To an extent, I empathize with Madrid. He's not culpable for having been born in a corrupt, uncurious country where the average IQ is similar to that of Iraq. The difficulty in resisting the urge to try and get a piece of the prosperity to the north, having only to cross a porous border nearly 2,000 miles long to do so, is understandable.
But rather than accentuating social problems in the US, those desparate situations like Madrid is in are better served in the long-run by not having children they cannot support and by channeling that putative work ethic within Mexico. Our foreign policy with Mexico should have these two aims in mind. By allowing Mexicans open access to the US, we are essentially importing social problems Mexico cannot or will not deal with, and paying the corrupt country $2 billion per month for the opportunity to do so, all the while working to insure the trend continues until some point in the future when the US is no longer a more desirable place to be than Mexico.
In conclusion, a human interest spotlighting the hyperbole spewed from the mouth of the owner of Breland Companies, a man who sold his first $32 million a year business almost a decade ago:
Developer Louis Breland is finishing the first phase of a $750 million beach condo project.

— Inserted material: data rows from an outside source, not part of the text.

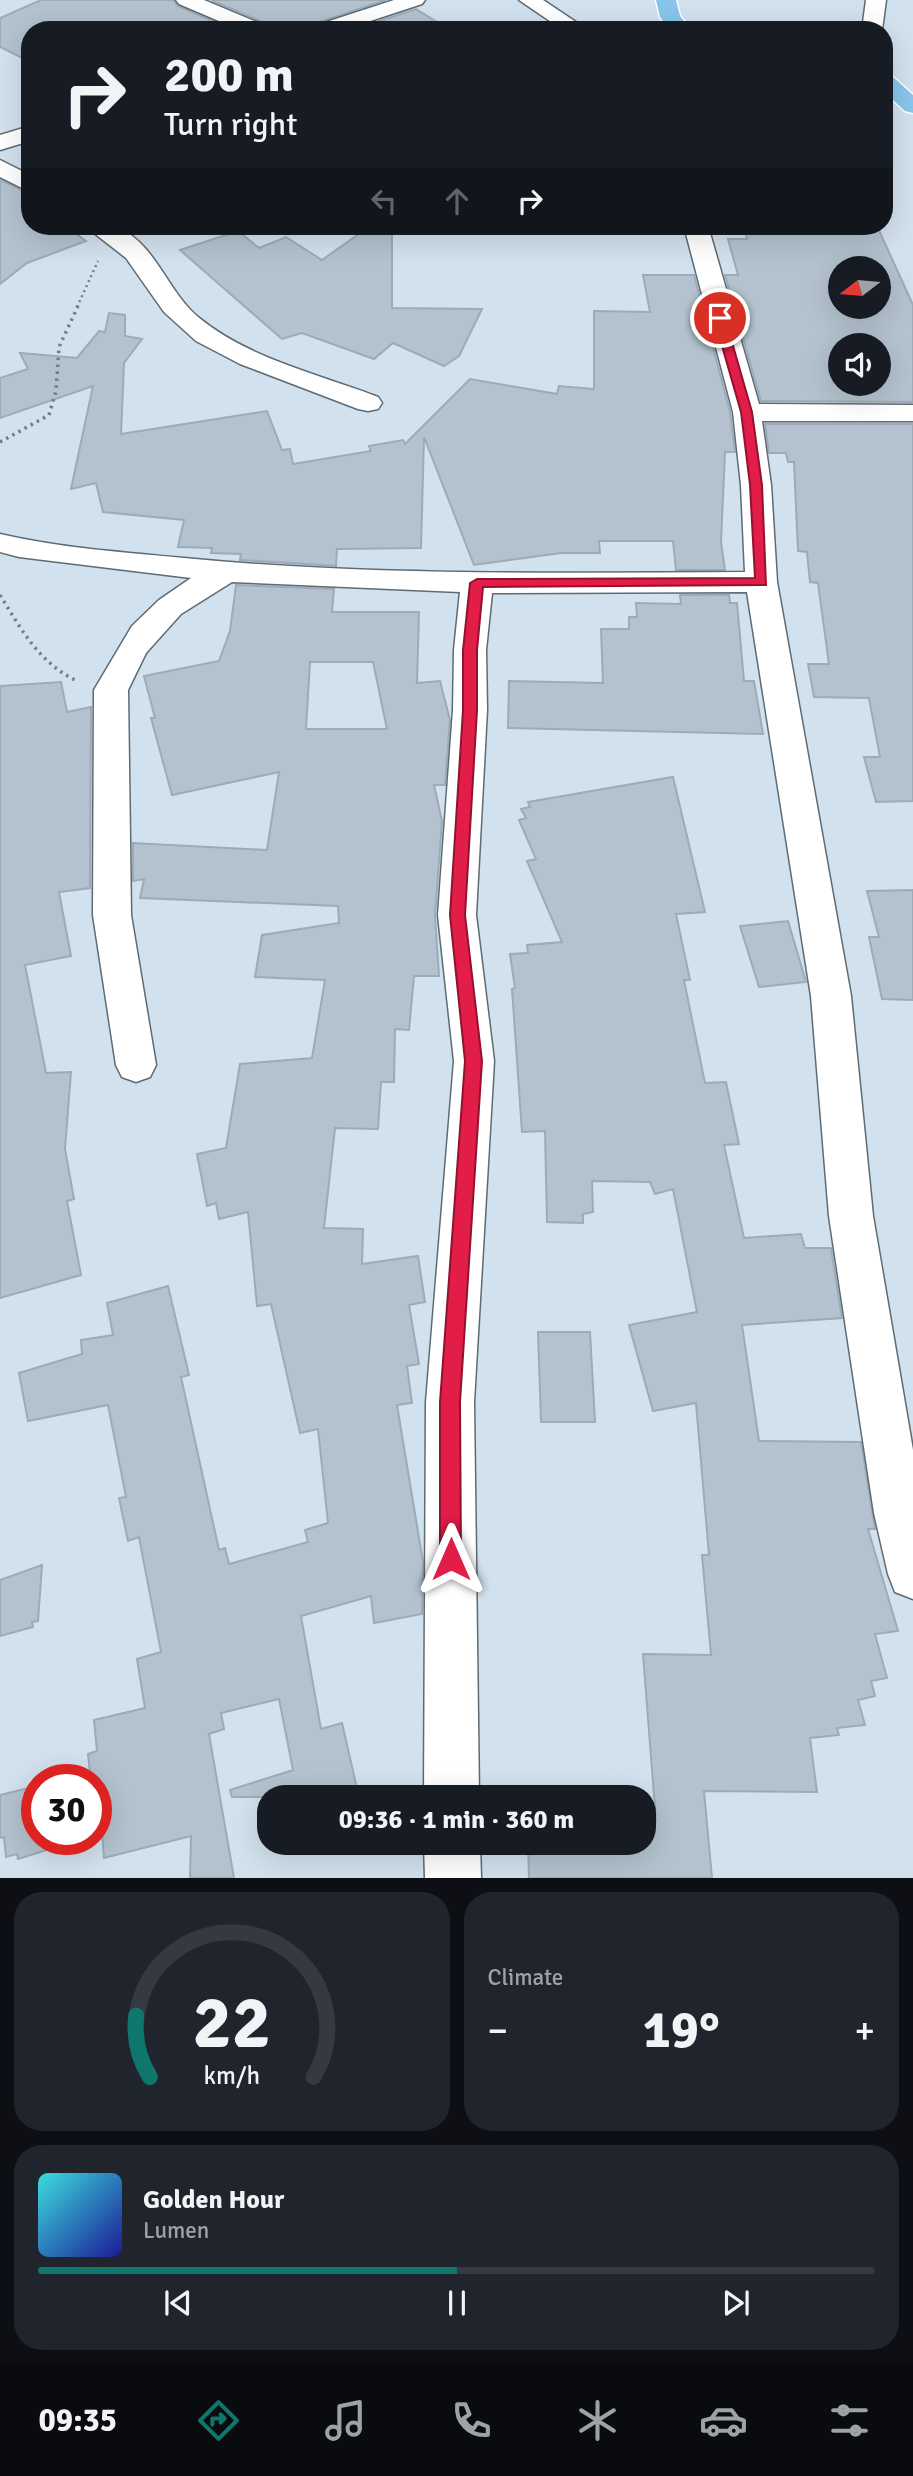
<!DOCTYPE html>
<html lang="en">
<head>
<meta charset="utf-8">
<style>
	:root { --surface:#171b24; --page:#20242c; --text:#f1f3f6; --muted:#9ea1a6; --line:#363941; --accent:#0f766e }
	body { margin:0; font-family:Signika,sans-serif; background:var(--page); color:var(--text); height:100vh; display:flex; flex-direction:column; font-size:26px; white-space:nowrap }
	* { box-sizing:border-box; margin:0 }
	p { font-size:23px; color:var(--muted) }
	.icon { flex:none; width:38px; height:38px; fill:none; stroke:currentColor; stroke-width:2; stroke-linecap:round; stroke-linejoin:round }
	.map { position:relative; height:1878px; overflow:hidden }
	.details { display:flex; flex-direction:column; gap:14px; padding:14px; background:#0d0f14; flex:1 }
	.details>* { flex:none }
	.guide { position:absolute; left:21px; top:21px; width:872px; height:214px; border-radius:28px; box-shadow:0 7px 28px #0002; background:#171b24; color:var(--text); overflow:hidden }
	.needle { width:46px; rotate:254deg }
	.buttons { position:absolute; left:828px; top:256px; display:grid; gap:14px }
	.buttons a { display:grid; place-items:center; width:63px; height:63px; border-radius:50%; background:var(--surface); box-shadow:0 7px 28px #0002; font-size:35px }
	.speed { position:absolute; left:21px; top:1764px; display:flex; gap:14px; font-size:35px; font-weight:700; text-align:center }
	.speed>* { display:grid; place-content:center; width:91px; height:91px; border-radius:50%; background:var(--surface); box-shadow:0 7px 28px #0002; line-height:1 }
	.speed .limit { border:10px solid #d22; background:#fff; color:#111 }
	.pin { position:absolute; display:grid; place-items:center; width:60px; height:60px; color:#fff; margin:-30px; border:4px solid #fff; border-radius:50%; box-shadow:0 2px 7px #0007 }
	.me { position:absolute; width:77px; margin:-38px; rotate:0deg; stroke-linejoin:round; filter:drop-shadow(0 0 5px #0008) }
	.turn { display:flex; align-items:center; gap:24px; height:147px; padding:0 28px; font-size:32px }
	.turn .icon { width:91px; height:91px; stroke-width:2.5 }
	.turn b { display:block; font-size:49px; line-height:60px }
	.lanes { display:flex; align-items:center; height:66px; padding:0 28px; background:#0003; justify-content:center; gap:35px; direction:ltr }
	.lanes .off { opacity:.35 }
	.big { font-size:52px; font-weight:700; line-height:1.1 }
	.details .widget { flex:1; display:flex; flex-direction:column; justify-content:center; gap:10px; min-width:0; padding:0 24px; border-radius:28px; background:var(--page) }
	.details .dial { align-items:center; gap:0 }
	.dial svg { height:182px; overflow:visible; fill:none; stroke:var(--line); stroke-width:7; stroke-linecap:round; text-anchor:middle }
	.dial text { fill:var(--text); stroke:none }
	.song { display:flex; align-items:center; gap:21px }
	.cover { width:84px; height:84px; border-radius:10px; background:linear-gradient(135deg,hsl(180 70% 55%),hsl(240 70% 35%)) }
	.played { height:7px; border-radius:4px; background:linear-gradient(90deg,var(--accent) 50%,var(--line) 50%) }
	.keys { display:flex; justify-content:space-around; direction:ltr }
	.heat { display:flex; justify-content:space-between; align-items:center; font-size:38px; direction:ltr }
	.details .tiles { flex:1; display:grid; gap:14px; grid-template-columns:1fr 1fr }
	.widget:last-child { grid-column:span 2 }
	.trip { position:absolute; left:257px; top:1785px; width:399px; height:70px; border-radius:28px; background:var(--surface); box-shadow:0 7px 28px #0002; font-weight:700; line-height:70px; text-align:center }
	.dock { display:flex; height:112px; justify-content:space-around; align-items:center; background:#090b0e; color:var(--muted) }
	.dock .icon { width:49px; height:49px }
	.dock .current { color:var(--accent) }
	.dock b { font-size:32px; color:var(--text) }
	.map>svg:first-child { display:block }
	.building { fill:#b3c2ce; stroke:#9cabb6; stroke-width:2; fill-rule:evenodd }
	.lines { fill:none; stroke-linecap:round; stroke-linejoin:round }
	.minor-casing { stroke:#5d6b75; stroke-width:3 }
	.major-casing { stroke:#fff; stroke-width:3 }
	.path-far1 { stroke:#727d85; stroke-width:2.5; stroke-dasharray:2 3.5; stroke-linecap:butt }
	.path { stroke:#727d85; stroke-width:3.5; stroke-dasharray:2.5 4.5; stroke-linecap:butt }
	.minor { fill:#fff; fill-rule:evenodd }
	.major { fill:#89c5eb; fill-rule:evenodd }
	.route { fill:#e11d48; stroke:#92132f; stroke-width:2 }
</style>
</head>
<body>
<div class="map">
<svg width="913" height="1878" viewBox="0 0 913 1878">
	<rect width="100%" height="100%" fill="#d1e1ed"/>
	<!-- building -->
	<path class="building" d="M41,0H173L178,6L233,30H30V62L0,47V18Z
		M211,0H386L313,24L309,30H271L267,24Z
		M416,9L450,30H352Z
		M0,180L30,194V226H65L86,241L27,263L0,284Z
		M370,226H392V308L482,309L459,356L444,366L393,343L374,359L302,333L282,339L180,250L238,231L259,248L286,237L322,260Z
		M744,226H877L913,305V402L761,401L725,275H738L728,239H747ZM840,268H878V306H840ZM840,345H878V383H840Z
		M643,275H694L730,412L735,452H725L721,542L725,570H676L673,541H599L600,553H561L474,565L424,437L421,548L337,549L336,566L240,560L241,554L211,553L212,548L178,547L184,520L103,512L96,483L71,489L93,386L0,418V378L28,369L20,353L77,358L99,331L105,332L109,313L125,315V336L142,339L124,363L121,434L267,411L282,450L290,449L293,464L371,451L369,446L403,440L405,444L470,379L557,394L559,386L594,389V311L650,312Z
		M765,424H913V801L876,802L864,757H880L869,698L814,697L808,664H829L818,583L810,582L807,552L798,551L794,462H788L786,453H769Z
		M236,585L334,589L332,612H419L417,683L440,681L450,720L445,785H434L442,821L435,915L439,976H414L409,1030L395,1029L394,1082H381L378,1129L335,1128L324,1228L363,1229L362,1264L418,1256L425,1302L409,1305L419,1364L407,1366L412,1403L397,1405L423,1562L422,1614L374,1623L371,1596L301,1616L321,1729L342,1723L359,1797H232L230,1790L293,1770L279,1699L221,1713L224,1729L209,1734L234,1878H190L191,1836L104,1858L102,1833L96,1835V1780H62L90,1773L88,1754L97,1751L94,1720L145,1708L137,1659L161,1652L139,1537L128,1541L119,1498L126,1497L108,1405L28,1421L19,1373L82,1354L81,1340L113,1335L107,1303L168,1286L189,1375L181,1377L219,1550L225,1548L229,1564L308,1542L305,1530L328,1523L318,1429L300,1433L271,1304L257,1306L248,1212L219,1219L216,1203L207,1206L197,1154L226,1148L240,1064L312,1058L325,980L255,977L262,935L339,923L338,906L140,898L144,879L133,881V843L267,850L279,772L172,795L151,718H155L144,676L219,661L230,631ZM310,662H373L387,729H306Z
		M680,595H729L730,603H737L744,681H754L763,734L508,728L509,681L603,683L601,629H629V617H637L636,603L681,604Z
		M61,682L67,712L91,707V711L90,888L59,892L71,956L25,965L46,1073L71,1072L65,1149L74,1199L67,1201L81,1275L0,1298V686Z
		M673,777L705,912L676,914L690,980H684L705,1083L726,1082L739,1144L724,1145L744,1238L801,1234L805,1248H831L842,1318L742,1325L759,1441L861,1442L875,1529H868L898,1631L875,1634L887,1678L871,1681L875,1696L858,1700L865,1725L837,1728L839,1735L810,1738L817,1792L704,1791L712,1878H529L528,1843H644V1821H656L643,1654L711,1655L702,1555H709L696,1403L653,1411L629,1325L697,1312L673,1189L655,1194L650,1182L592,1181L593,1212L583,1214V1223L547,1222L545,1131L522,1132L512,989L515,988L510,954L528,953L527,945L562,942L527,861L536,859L519,820L526,818L521,809L530,807L528,802Z
		M913,890V1000L882,999L869,937H879L867,891Z
		M788,921L806,982L759,987L740,926Z
		M538,1332H590L595,1422H541Z
		M42,1565L38,1621L32,1622L33,1627L0,1636V1580Z
		M37,1786V1839H82L18,1859L17,1854L6,1857L4,1837L0,1838V1795Z"/>
	<g class="lines">
		<!-- minor casing -->
		<g class="minor-casing">
			<path id="minor" d="M176,0H204L266,26L269,30H240L179,4Z
				M394,0H425L422,4L343,30H311L314,26Z
				M519,0H543L588,30H563Z
				M866,0H886L882,30H862Z
				M30,126V141L0,150V135Z
				M0,160L30,175V192L0,177Z
				M85,226C94,226 108,223 117,227C156,244 167,291 198,317C249,359 318,374 378,397L382,403L378,409L368,411L358,409L240,364L196,341L164,312L126,258Z
				M684,226H708L759,404L913,405V421H762L771,485L777,582L851,996L873,1216L913,1450V1599L895,1592L888,1574L874,1513L829,1216L811,996L747,592L492,593L486,650L487,710L476,915L494,1061L474,1402L479,1797H424L426,1402L454,1061L438,915L453,710L454,650L460,592L232,582L181,614L146,653L128,690L131,915L156,1065L150,1077L136,1082L122,1077L116,1065L93,915L94,690L132,626L159,600L191,578L19,557L0,552V534C60,548 122,552 184,558C370,576 558,573 745,572L741,485L733,412Z
				M424,1843H480L481,1878H425Z"/>
		</g>
		<!-- major casing -->
		<g class="major-casing">
			<path id="major" d="M656,0H676L680,16L691,30H670L660,17Z
				M884,74L892,76L913,95V113L905,111L884,92Z"/>
		</g>
		<!-- path-far1 -->
		<path class="path-far1" d="M77,307L98,261"/>
		<!-- path -->
		<path class="path" d="M0,442L49,415L56,391L59,347L78,306
			M0,595C21,629 39,663 77,681"/>
		<!-- minor -->
		<use href="#minor" class="minor"/>
		<!-- major -->
		<use href="#major" class="major"/>
	</g>
	<!-- route -->
	<path class="route" d="M720,315L725,318L752,412L762,485L766,585L483,587L477,650V710L465,915L482,1061L460,1402L461,1559L458,1567L451,1570L443,1567L440,1559V1402L465,1061L450,915L463,710V650L470,583L477,579L755,578L750,485L741,412L714,318Z"/>
</svg>
<div class="buttons">
<a><svg class="needle" viewBox="-14 -14 28 28"><path d="M0-13l5 13h-10z" fill="#e53935"/><path d="M0 13l5-13h-10z" fill="#9ea1a6"/></svg></a>
<a><svg class="icon" aria-label="sound" viewBox="0 0 24 24"><path d="M4 9h4l5-4v14l-5-4H4zM17 9q2 3 0 6"/></svg></a>
</div>
<div class="speed"><div class="limit">30</div></div>
<div class="pin" style="left:720px;top:318px;background:#d93025"><svg class="icon" aria-label="arrive" viewBox="0 0 24 24"><path d="M6 21V4h12l-3 4 3 4H6"/></svg></div>
<svg class="me" style="left:451px;top:1559px" viewBox="-20 -20 40 40"><path d="M0-17L14 15 0 8-14 15z" fill="#e11d48" stroke="#fff" stroke-width="4"/></svg>
<div class="trip">09:36 · 1 min · 360 m</div>
<div class="guide">
<div class="turn"><svg class="icon" aria-label="right" viewBox="0 0 24 24"><path d="M7 20v-9h11M14 6l5 5-5 5"/></svg><div><b>200 m</b>Turn right</div></div>
<div class="lanes"><svg class="icon off" aria-label="left" viewBox="0 0 24 24"><path d="M17 20v-9H6M10 6l-5 5 5 5"/></svg><svg class="icon off" aria-label="ahead" viewBox="0 0 24 24"><path d="M12 20V5M6 11l6-6 6 6"/></svg><svg class="icon" aria-label="right" viewBox="0 0 24 24"><path d="M7 20v-9h11M14 6l5 5-5 5"/></svg></div>
</div>
</div>
<section class="details">
<div class="tiles">
<div class="widget dial"><svg viewBox="0 0 100 80">
<path d="M14 69A42 42 0 1 1 86 69"/>
<path d="M14 69A42 42 0 0 1 8 42" stroke="#0f766e"/>
<text x="50" y="56" font-size="32" font-weight="700">22</text>
<text x="50" y="72" font-size="11">km/h</text>
</svg></div>
<div class="widget"><p>Climate</p>
<div class="heat"><a>−</a><b class="big">19°</b><a>+</a></div>
</div>
<div class="widget">
<div class="song"><i class="cover"></i><div><b>Golden Hour</b><p>Lumen</p></div></div>
<div class="played"></div>
<div class="keys"><svg class="icon" aria-label="previous" viewBox="0 0 24 24"><path d="M18 5L8 12l10 7zM5 5v14"/></svg><svg class="icon" aria-label="pause" viewBox="0 0 24 24"><path d="M8 5v14M16 5v14"/></svg><svg class="icon" aria-label="next" viewBox="0 0 24 24"><path d="M6 5l10 7-10 7zM19 5v14"/></svg></div>
</div>
</div>
</section>
<nav class="dock">
<b>09:35</b>
<svg class="icon current" aria-label="directions" viewBox="0 0 24 24"><path d="M12 3l9 9-9 9-9-9zM9 14v-3h6M13 9l2 2-2 2"/></svg>
<svg class="icon" aria-label="music" viewBox="0 0 24 24"><path d="M9 18V5l10-2v13"/><circle cx="6" cy="18" r="3"/><circle cx="16" cy="16" r="3"/></svg>
<svg class="icon" aria-label="phone" viewBox="0 0 24 24"><path d="M5 4h4l2 5-3 2q2 4 5 5l2-3 5 2v4C11 20 4 13 5 4z"/></svg>
<svg class="icon" aria-label="climate" viewBox="0 0 24 24"><path d="M12 3v18M4 7l16 10M4 17L20 7"/></svg>
<svg class="icon" aria-label="car" viewBox="0 0 24 24"><path d="M5 17H2v-5l4-1 3-4h7l3 4 3 1v5h-3M9 17h6M6 11h13"/><circle cx="7" cy="17" r="2"/><circle cx="17" cy="17" r="2"/></svg>
<svg class="icon" aria-label="filters" viewBox="0 0 24 24"><path d="M4 7h16M4 17h16"/><circle cx="9" cy="7" r="2"/><circle cx="15" cy="17" r="2"/></svg>
</nav>
</body>
</html>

"Subcontractors could not function without immigrant laborers for painting, rebar and steel work. They are the best workers," he said.
"Without them, the cost of construction would be 10 times as much and nothing would get built."

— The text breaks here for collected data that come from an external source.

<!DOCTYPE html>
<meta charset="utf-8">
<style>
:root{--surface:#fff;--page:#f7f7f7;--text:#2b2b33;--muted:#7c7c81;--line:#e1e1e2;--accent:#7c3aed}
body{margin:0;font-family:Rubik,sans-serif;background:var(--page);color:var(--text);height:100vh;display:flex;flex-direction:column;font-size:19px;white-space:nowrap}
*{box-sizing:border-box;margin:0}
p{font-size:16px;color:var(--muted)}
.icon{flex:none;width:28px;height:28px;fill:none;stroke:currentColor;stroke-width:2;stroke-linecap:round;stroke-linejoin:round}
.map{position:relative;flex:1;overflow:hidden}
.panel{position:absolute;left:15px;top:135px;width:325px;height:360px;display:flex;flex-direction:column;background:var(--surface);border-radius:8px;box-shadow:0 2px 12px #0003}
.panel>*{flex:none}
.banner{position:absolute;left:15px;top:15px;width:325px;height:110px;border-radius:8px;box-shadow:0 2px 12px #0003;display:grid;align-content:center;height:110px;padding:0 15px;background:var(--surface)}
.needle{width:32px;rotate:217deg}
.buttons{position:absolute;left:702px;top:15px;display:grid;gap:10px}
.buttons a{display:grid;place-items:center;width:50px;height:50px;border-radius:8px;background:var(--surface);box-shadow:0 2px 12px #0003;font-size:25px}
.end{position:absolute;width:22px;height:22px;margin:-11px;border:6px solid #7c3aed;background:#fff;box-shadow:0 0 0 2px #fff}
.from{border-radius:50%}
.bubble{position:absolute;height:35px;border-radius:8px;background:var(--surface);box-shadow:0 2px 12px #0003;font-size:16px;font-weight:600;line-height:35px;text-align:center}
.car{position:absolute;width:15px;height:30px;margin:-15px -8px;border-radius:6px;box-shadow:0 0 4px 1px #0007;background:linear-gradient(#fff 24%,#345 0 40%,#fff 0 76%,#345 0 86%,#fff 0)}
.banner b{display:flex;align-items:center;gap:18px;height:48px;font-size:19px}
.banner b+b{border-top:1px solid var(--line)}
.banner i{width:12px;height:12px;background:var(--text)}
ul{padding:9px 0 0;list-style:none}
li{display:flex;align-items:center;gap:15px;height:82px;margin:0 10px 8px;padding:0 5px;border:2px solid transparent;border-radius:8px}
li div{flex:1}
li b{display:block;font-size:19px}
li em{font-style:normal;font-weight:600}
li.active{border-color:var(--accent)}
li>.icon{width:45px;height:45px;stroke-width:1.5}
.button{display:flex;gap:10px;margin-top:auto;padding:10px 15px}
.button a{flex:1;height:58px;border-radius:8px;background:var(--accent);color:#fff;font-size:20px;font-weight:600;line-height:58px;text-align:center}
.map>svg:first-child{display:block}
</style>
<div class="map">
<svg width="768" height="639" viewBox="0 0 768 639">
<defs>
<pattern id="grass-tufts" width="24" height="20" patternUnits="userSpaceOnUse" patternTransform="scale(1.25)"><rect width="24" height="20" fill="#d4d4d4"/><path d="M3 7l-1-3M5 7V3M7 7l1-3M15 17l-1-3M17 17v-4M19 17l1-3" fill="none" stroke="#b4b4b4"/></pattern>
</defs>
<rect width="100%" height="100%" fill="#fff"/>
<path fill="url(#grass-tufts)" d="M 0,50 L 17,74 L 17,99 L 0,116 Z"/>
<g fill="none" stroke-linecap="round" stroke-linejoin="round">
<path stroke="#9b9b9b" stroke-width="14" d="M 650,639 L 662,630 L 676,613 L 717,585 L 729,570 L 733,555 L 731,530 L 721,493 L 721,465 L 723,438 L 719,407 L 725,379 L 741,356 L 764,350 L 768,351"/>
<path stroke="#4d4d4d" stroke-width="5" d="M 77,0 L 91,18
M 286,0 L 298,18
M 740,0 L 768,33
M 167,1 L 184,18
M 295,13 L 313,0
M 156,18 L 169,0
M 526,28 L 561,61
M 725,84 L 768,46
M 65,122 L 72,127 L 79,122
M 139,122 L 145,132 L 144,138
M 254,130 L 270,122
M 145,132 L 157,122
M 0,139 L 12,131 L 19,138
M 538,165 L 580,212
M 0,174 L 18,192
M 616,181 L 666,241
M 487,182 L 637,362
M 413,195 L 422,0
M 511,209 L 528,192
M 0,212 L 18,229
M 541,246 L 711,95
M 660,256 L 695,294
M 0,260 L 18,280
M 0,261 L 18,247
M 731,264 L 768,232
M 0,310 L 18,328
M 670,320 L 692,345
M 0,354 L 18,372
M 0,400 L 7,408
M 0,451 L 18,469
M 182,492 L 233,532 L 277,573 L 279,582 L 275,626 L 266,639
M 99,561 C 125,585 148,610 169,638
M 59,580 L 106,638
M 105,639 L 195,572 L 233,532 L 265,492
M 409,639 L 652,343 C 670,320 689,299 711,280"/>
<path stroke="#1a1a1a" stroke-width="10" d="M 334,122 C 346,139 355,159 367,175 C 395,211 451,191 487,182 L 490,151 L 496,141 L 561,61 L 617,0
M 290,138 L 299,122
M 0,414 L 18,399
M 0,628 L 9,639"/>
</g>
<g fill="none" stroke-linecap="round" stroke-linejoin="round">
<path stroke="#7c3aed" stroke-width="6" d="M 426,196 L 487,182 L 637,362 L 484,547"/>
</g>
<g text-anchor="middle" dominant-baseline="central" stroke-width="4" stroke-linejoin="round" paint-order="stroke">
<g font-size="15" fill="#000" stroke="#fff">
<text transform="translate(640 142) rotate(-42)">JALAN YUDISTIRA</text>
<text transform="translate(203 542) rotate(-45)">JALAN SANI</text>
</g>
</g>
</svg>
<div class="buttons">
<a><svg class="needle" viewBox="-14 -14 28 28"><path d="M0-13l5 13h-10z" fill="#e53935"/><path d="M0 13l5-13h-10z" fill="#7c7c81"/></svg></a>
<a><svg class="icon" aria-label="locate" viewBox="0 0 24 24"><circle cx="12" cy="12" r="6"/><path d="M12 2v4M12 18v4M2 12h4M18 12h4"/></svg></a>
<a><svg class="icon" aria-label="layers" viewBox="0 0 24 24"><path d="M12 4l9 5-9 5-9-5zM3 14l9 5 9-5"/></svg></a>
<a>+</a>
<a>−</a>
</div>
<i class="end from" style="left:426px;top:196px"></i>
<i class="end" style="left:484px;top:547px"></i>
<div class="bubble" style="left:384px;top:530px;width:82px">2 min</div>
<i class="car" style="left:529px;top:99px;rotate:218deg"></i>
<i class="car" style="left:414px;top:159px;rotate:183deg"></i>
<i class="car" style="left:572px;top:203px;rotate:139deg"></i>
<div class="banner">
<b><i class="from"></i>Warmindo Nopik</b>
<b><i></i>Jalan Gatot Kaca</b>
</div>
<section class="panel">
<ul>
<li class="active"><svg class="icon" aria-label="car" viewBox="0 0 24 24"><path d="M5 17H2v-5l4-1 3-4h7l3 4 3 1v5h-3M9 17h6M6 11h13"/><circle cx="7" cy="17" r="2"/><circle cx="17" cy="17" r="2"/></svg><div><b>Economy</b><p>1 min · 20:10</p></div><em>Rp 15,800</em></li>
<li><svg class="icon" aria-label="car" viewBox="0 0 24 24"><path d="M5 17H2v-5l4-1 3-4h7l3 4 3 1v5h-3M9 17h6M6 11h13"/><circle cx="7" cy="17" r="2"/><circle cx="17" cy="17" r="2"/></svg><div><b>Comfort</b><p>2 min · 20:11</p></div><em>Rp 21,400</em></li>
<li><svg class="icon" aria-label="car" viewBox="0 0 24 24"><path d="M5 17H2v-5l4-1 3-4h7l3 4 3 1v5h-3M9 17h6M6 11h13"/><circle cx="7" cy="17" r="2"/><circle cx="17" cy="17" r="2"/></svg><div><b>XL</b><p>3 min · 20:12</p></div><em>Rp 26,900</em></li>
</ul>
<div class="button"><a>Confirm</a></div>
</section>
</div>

I guess the 80% of construction workers who are legal residents build nothing. And he must either pay ten subsidized menials through the wages otherwise to be owed to a single foreman, or pay his average gopher who happens to be legal $60 an hour!
Then again, why shouldn't multi-millionaire retirees from New England be able to pay a little less for their beach resort condos just so the net taxpaying citizen, who involuntarily chips in on behalf of the washed-up retiree, doesn't have to shoulder the enormous externalities ranging from surging atavistic diseases to declining average IQ that are inescapably part of the whole racket? What an injustice!